温热的一团,他脸颊蹭着晏韫的后颈,吐息喷洒在那片皮肤上。
又软软喊了一声。
带着少年特有的腔调。
晏韫眼里的情绪重了。
他垂下眸子,看着从身后环抱着自己的少年。
那张脸上还带着潮红,眉眼弯弯的,乖巧温顺地对他笑。
浑然不觉有什么问题。
晏韫抬手,虎口卡住他的下颌,迫使他微微仰起脸。
“你知道你在说什么吗?”
声音很低,带着点暗哑。
张愿生枕在晏韫肩膀上,口齿不清地,嗫嚅。
“先生……我很想……”
却没有再笑。
他眼睫抖了抖,声音越来越低,
“他们都说,对自己好的,都是最亲近的人。

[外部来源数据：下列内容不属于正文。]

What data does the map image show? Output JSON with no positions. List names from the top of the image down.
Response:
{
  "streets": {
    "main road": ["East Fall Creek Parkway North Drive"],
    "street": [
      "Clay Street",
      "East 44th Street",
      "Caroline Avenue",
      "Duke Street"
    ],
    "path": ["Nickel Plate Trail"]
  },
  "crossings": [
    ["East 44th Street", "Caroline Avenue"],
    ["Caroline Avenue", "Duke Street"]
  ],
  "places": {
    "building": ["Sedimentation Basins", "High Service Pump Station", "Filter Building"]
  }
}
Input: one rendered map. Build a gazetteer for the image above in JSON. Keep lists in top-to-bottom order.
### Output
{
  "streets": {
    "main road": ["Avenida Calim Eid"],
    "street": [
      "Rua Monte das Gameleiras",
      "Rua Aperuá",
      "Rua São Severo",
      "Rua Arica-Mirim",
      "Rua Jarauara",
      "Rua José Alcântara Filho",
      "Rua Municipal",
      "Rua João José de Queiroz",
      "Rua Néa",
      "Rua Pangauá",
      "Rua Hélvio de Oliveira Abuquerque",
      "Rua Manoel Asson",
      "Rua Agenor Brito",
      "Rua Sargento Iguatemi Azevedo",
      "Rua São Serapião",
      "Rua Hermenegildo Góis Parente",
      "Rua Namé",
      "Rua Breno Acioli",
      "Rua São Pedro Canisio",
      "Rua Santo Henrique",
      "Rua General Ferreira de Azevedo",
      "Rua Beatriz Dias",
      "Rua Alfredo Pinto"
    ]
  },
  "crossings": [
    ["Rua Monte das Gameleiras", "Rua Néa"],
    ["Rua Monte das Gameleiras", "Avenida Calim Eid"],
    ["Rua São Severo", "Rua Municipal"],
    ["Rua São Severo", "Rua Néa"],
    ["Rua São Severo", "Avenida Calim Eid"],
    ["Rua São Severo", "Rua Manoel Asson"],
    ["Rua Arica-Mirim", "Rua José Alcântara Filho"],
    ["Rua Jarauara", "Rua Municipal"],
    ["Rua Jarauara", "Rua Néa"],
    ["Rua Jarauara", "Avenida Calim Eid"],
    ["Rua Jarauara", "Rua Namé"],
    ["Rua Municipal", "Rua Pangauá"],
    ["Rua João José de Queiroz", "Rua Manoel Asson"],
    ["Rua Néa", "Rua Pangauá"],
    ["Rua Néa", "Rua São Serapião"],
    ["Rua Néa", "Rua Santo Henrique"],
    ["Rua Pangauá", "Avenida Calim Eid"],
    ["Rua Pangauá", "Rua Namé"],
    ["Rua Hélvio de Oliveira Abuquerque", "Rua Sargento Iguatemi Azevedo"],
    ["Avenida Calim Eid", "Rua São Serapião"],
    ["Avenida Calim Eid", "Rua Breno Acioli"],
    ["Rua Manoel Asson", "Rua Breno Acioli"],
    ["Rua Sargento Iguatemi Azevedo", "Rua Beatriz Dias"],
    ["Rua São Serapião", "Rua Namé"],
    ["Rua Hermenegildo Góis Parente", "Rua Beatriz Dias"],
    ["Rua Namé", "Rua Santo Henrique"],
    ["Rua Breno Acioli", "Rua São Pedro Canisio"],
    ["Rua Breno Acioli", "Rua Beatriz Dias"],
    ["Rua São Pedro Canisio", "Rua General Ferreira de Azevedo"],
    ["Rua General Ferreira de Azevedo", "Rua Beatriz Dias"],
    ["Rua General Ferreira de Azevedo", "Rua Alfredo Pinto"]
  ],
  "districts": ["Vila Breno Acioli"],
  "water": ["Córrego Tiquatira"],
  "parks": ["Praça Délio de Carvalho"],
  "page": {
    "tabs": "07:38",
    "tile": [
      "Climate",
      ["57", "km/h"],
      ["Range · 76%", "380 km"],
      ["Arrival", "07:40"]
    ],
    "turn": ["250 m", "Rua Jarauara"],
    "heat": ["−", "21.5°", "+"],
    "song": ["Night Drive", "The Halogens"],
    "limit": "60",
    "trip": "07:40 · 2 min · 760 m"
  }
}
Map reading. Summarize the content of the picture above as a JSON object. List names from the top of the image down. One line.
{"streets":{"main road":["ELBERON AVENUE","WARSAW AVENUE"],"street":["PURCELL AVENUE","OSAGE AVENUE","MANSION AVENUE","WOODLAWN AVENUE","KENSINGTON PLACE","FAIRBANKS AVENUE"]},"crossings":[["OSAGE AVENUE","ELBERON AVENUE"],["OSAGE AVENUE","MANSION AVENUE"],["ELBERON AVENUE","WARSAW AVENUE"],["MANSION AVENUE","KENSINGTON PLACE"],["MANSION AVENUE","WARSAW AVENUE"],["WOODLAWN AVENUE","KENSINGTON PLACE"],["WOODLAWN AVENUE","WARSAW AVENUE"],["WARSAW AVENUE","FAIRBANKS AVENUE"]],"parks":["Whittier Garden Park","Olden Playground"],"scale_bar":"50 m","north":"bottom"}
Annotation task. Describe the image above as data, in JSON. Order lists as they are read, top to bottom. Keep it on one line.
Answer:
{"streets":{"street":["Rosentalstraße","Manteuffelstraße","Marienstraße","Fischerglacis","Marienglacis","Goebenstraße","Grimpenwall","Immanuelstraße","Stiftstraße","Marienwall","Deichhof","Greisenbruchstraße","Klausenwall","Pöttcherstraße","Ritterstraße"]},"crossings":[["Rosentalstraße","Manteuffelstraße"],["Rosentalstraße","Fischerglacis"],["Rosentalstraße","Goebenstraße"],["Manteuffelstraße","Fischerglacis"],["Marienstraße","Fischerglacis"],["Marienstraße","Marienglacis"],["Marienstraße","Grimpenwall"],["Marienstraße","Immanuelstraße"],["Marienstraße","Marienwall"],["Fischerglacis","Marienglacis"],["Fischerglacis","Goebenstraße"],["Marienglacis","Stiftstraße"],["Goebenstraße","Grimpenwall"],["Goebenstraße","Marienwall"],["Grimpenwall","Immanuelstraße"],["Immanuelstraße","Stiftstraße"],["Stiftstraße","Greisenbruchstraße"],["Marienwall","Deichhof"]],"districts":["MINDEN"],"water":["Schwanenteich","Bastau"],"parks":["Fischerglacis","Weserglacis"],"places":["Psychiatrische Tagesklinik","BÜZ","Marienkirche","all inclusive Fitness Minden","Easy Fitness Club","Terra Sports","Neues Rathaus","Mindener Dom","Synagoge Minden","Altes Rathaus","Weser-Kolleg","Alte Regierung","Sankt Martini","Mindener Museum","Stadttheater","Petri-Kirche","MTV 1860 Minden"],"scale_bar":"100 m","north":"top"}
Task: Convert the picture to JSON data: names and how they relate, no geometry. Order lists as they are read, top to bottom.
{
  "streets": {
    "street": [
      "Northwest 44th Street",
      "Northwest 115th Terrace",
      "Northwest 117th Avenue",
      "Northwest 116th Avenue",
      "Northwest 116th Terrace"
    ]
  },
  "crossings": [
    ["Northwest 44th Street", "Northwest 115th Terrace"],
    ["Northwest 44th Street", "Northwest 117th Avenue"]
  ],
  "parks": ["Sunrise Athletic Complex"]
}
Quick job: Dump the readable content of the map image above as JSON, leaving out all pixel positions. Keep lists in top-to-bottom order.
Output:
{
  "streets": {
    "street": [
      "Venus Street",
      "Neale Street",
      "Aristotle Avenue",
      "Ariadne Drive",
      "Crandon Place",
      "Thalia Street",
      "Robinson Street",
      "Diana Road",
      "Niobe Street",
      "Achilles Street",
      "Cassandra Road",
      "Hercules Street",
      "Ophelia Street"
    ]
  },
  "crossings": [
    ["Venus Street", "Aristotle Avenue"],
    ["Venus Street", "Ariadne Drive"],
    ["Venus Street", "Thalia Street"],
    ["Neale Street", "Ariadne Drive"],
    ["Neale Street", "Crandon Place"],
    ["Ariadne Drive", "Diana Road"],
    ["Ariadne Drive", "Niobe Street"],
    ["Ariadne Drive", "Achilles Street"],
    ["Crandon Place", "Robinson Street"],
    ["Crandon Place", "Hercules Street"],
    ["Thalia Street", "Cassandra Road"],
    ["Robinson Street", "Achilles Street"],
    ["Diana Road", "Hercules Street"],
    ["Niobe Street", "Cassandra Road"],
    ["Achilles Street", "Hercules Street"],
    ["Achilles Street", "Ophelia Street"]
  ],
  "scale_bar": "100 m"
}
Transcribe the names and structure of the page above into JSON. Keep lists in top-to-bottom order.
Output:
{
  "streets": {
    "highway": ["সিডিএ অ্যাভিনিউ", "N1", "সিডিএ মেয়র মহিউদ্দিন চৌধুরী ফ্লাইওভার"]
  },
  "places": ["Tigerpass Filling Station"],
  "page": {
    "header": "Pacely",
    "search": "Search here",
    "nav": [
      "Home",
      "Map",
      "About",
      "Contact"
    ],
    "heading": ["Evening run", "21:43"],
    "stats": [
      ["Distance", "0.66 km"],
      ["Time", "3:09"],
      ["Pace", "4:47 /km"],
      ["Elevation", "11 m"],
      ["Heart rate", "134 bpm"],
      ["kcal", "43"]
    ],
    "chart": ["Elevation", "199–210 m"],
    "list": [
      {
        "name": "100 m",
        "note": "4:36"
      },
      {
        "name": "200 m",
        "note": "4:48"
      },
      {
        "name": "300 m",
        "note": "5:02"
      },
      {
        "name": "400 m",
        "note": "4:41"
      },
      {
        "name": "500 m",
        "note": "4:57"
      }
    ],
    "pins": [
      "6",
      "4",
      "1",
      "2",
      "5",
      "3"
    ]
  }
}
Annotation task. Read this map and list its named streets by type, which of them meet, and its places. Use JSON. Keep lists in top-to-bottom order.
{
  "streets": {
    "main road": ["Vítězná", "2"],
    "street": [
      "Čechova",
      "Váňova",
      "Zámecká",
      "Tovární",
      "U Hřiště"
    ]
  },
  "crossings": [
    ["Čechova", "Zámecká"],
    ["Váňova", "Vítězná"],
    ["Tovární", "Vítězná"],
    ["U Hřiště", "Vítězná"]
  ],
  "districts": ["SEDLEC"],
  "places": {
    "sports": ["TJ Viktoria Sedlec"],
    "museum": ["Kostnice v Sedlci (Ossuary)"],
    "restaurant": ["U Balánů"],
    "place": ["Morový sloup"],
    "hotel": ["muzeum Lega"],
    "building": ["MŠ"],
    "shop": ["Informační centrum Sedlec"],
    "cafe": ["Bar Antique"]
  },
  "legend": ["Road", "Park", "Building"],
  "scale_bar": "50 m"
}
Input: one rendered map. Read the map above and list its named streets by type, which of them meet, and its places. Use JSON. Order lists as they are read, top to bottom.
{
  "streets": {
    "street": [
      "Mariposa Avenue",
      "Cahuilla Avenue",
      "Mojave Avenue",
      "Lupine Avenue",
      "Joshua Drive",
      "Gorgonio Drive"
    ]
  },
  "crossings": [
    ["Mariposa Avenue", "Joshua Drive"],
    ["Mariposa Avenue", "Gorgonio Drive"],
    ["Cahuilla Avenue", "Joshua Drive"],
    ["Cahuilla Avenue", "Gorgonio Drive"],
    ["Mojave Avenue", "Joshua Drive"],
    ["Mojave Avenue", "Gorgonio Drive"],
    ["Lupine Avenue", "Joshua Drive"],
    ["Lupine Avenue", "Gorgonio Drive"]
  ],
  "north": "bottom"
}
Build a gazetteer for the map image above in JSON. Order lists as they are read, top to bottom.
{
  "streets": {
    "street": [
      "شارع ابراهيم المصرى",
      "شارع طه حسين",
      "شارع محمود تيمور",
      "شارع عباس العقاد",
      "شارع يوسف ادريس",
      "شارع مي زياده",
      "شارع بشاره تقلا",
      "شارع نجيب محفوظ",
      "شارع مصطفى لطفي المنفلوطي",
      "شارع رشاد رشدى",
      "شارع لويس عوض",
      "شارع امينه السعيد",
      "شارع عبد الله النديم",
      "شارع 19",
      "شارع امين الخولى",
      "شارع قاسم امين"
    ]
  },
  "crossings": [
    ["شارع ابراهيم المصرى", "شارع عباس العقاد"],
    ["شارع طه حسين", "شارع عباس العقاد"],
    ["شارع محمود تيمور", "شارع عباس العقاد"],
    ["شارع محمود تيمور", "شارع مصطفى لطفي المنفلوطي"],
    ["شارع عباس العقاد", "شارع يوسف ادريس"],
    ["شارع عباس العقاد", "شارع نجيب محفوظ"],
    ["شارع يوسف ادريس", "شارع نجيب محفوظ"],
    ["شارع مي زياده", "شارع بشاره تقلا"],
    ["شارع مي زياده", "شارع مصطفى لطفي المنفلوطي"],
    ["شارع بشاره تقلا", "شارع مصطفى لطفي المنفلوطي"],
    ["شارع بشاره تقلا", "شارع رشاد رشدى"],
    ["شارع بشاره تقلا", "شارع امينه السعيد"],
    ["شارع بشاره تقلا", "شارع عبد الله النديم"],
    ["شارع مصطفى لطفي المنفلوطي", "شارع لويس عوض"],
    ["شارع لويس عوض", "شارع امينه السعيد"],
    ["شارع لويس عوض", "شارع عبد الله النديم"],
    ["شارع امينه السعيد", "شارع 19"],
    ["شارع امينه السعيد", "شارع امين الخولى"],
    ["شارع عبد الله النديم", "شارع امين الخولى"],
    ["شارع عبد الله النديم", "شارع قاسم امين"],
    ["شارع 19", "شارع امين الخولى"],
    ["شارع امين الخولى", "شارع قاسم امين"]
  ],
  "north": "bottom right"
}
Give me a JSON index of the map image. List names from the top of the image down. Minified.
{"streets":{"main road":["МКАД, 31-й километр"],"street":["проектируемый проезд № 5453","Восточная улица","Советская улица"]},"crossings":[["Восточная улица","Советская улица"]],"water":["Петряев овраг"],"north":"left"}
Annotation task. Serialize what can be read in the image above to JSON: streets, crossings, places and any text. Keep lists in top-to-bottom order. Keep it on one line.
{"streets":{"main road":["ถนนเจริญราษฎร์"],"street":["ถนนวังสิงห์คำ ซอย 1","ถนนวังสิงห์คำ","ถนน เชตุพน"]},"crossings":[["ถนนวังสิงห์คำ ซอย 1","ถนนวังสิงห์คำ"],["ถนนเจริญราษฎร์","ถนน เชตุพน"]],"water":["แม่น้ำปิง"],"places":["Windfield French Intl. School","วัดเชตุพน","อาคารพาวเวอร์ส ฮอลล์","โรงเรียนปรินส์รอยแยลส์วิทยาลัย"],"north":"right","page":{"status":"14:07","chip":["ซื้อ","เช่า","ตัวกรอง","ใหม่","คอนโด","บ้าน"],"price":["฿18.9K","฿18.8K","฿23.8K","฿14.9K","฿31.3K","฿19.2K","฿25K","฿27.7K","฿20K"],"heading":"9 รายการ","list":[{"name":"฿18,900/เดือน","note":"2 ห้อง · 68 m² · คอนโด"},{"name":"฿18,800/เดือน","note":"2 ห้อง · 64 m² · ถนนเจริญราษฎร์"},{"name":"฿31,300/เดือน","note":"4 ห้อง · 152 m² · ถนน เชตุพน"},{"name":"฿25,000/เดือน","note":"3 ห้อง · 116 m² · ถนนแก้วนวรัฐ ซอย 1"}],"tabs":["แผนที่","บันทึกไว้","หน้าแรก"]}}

可是,我长那么大……只有晏先生,只有你……才会关心我。”
他并非不需要那份爱。
而是从没得到过,从不知道那份爱应该是什么样的。
但在晏韫身上,他体会到了那些人口中的爱。
他也分不清那是什么爱。
只知道对自己好的人,会在难受的时候安慰自己,会无条件地满足自己。
而晏先生,恰好就是这样。
他知道,作为小狗,不一定拥有这些特权。
他尝试去理解晏韫对自己的那份爱。
所以也是,情不自禁地,说了出来。
久久地。
晏韫没有其他动作。
只是凝视着他,眉头微微蹙着。
张愿生紧张兮兮,那双小狗眼睛里盛满了不安。
他试探性地叫了一声:
“晏先生……”
不知过去了多长时间。
张愿生还以为晏韫生气了。
正想跟他解释自己说错了时,晏韫碰了碰他的唇角,给予他说下去的勇气,问他,
“你希望,我成为你的什么?”
张愿生思考,说出心里的答案,很直白,声音也越来越轻。
从master,到先生,再到……
边说,边观察着晏韫的反应。
那张脸面色如常,很平静,似乎是在示意他继续说下去。
小脸红得像是发烧了,张愿生抿了抿唇,又补充道:
“所有最亲近的关系,都希望是晏先生……”
这话无异于表白。
将一颗真心剖开,捧到晏韫跟前。